O acordo de leniência pode ser reavaliado pela Justiça
Deu no G1, Brasília
A Justiça Federal em Brasília homologou o acordo de leniência da J&F, espécie de delação premiada para uma empresa, na qual reconhece desvios e se compromete a ressarcir os cofres públicos. Na decisão, porém, o juiz Vallisney de Souza Oliveira, da 10ª Vara Federal, ressalvou que a validação do acordo poderá ser reavaliada caso a delação de três executivos da empresa venha a ser rescincida pelo Supremo Tribunal Federal (STF).

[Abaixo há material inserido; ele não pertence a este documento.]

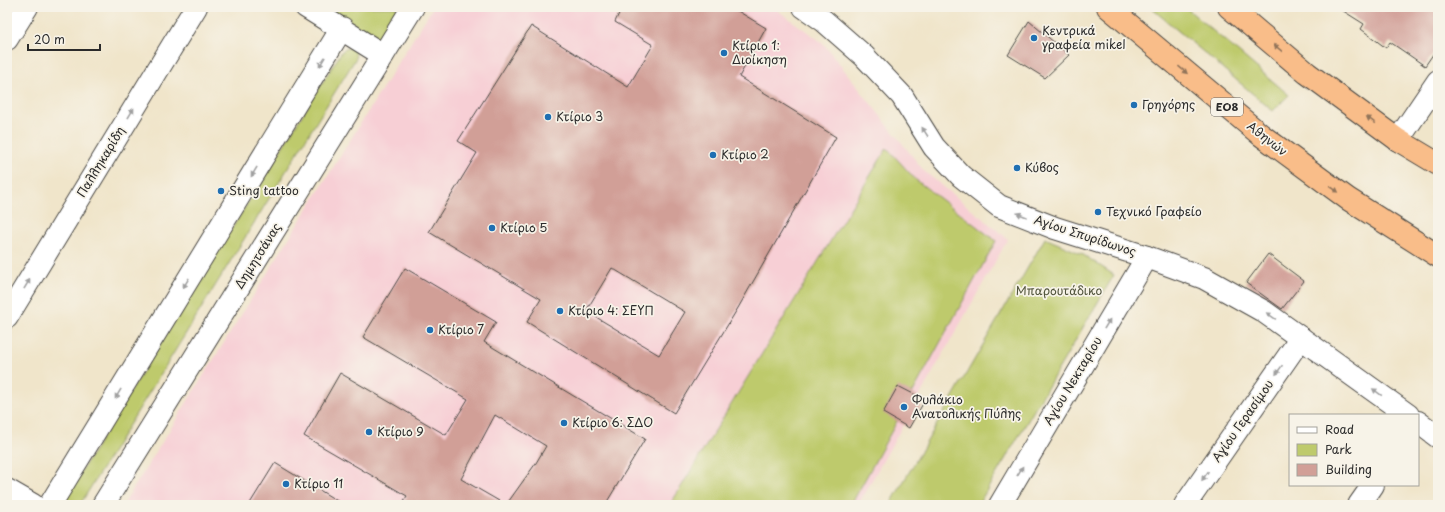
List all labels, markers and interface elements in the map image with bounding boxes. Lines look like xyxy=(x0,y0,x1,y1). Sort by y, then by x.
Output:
place label: Κεντρικά γραφεία mikel xyxy=(1042,21,1126,53)
scale bar xyxy=(28,26,100,52)
text: 20 m xyxy=(34,30,65,48)
marker: Κεντρικά γραφεία mikel xyxy=(1029,33,1039,43)
place label: Κτίριο 1: Διοίκηση xyxy=(732,36,787,68)
one-way arrow xyxy=(1272,44,1283,53)
marker: Κτίριο 1: Διοίκηση xyxy=(719,48,729,58)
one-way arrow xyxy=(318,56,325,68)
one-way arrow xyxy=(1178,66,1189,75)
place label: Γρηγόρης xyxy=(1142,95,1195,113)
road number: ΕΟ8 xyxy=(1211,98,1243,116)
marker: Γρηγόρης xyxy=(1129,100,1139,110)
one-way arrow xyxy=(128,107,135,119)
place label: Κτίριο 3 xyxy=(556,107,603,125)
marker: Κτίριο 3 xyxy=(543,112,553,122)
one-way arrow xyxy=(1365,115,1376,124)
street label: Αθηνών xyxy=(1244,117,1292,160)
street label: Παλληκαρίδη xyxy=(72,123,128,200)
one-way arrow xyxy=(921,127,929,137)
place label: Κτίριο 2 xyxy=(721,145,769,163)
marker: Κτίριο 2 xyxy=(708,150,718,160)
place label: Κύβος xyxy=(1025,158,1059,176)
marker: Κύβος xyxy=(1012,163,1022,173)
one-way arrow xyxy=(250,166,257,178)
place label: Sting tattoo xyxy=(229,181,299,199)
one-way arrow xyxy=(1329,185,1339,193)
marker: Sting tattoo xyxy=(216,186,226,196)
place label: Τεχνικό Γραφείο xyxy=(1106,202,1202,220)
marker: Τεχνικό Γραφείο xyxy=(1093,207,1103,217)
street label: Αγίου Σπυρίδωνος xyxy=(1032,210,1139,260)
one-way arrow xyxy=(1015,211,1027,217)
place label: Κτίριο 5 xyxy=(500,218,547,236)
street label: Δημητσάνας xyxy=(230,219,285,292)
marker: Κτίριο 5 xyxy=(487,223,497,233)
one-way arrow xyxy=(24,278,31,290)
one-way arrow xyxy=(182,278,190,288)
park label: Μπαρουτάδικο xyxy=(1016,281,1102,299)
place label: Κτίριο 4: ΣΕΥΠ xyxy=(568,301,654,319)
marker: Κτίριο 4: ΣΕΥΠ xyxy=(555,306,565,316)
one-way arrow xyxy=(1266,312,1276,320)
one-way arrow xyxy=(1104,318,1111,329)
place label: Κτίριο 7 xyxy=(438,320,484,338)
marker: Κτίριο 7 xyxy=(425,325,435,335)
street label: Αγίου Νεκταρίου xyxy=(1039,333,1106,428)
one-way arrow xyxy=(1275,364,1283,375)
street label: Αγίου Γερασίμου xyxy=(1207,376,1277,465)
one-way arrow xyxy=(1371,388,1382,396)
one-way arrow xyxy=(114,389,122,399)
place label: Φυλάκιο Ανατολικής Πύλης xyxy=(912,390,1021,422)
marker: Φυλάκιο Ανατολικής Πύλης xyxy=(899,402,909,412)
place label: Κτίριο 6: ΣΔΟ xyxy=(572,413,653,431)
legend xyxy=(1289,414,1419,486)
marker: Κτίριο 6: ΣΔΟ xyxy=(559,418,569,428)
text: Road xyxy=(1325,420,1354,438)
place label: Κτίριο 9 xyxy=(377,422,424,440)
marker: Κτίριο 9 xyxy=(364,427,374,437)
text: Park xyxy=(1325,440,1352,458)
text: Building xyxy=(1325,460,1372,478)
one-way arrow xyxy=(1016,465,1023,477)
one-way arrow xyxy=(1201,471,1209,482)
place label: Κτίριο 11 xyxy=(294,474,343,492)
marker: Κτίριο 11 xyxy=(281,479,291,489)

A holding J&F – controladora do frigorífico JBS – fechou o acordo de leniência com o Ministério Público Federal (MPF) em maio, se comprometendo a pagar multa de R$ 10,3 bilhões ao longo de 25 anos. Na última quarta, a própria JBS aderiu ao acordo.
IMUNIDADE – Em tese, o acordo de leniência garantiria à J&F, como pessoa jurídica, a se livrar de investigações contra as empresas do grupo em diversas operações da Polícia Federal, como a Greenfield, Sepsis, Cui Bono, Bullish e Carne Fraca.
O acordo, firmado na esfera cível, foi negociado de forma paralela à delação premiada de sete executivos do grupo, firmada diretamente com a Procuradoria Geral da República (PGR).
Mas nesta semana o procurador-geral da República, Rodrigo Janot, abriu nova investigação sobre suposta omissão na colaboração de Joesley Batista (um dos donos da J&F); Ricardo Saud (diretor de Relações Institucionais) e Francisco de Assis e Silva (diretor jurídico) e a delação pode ser revista.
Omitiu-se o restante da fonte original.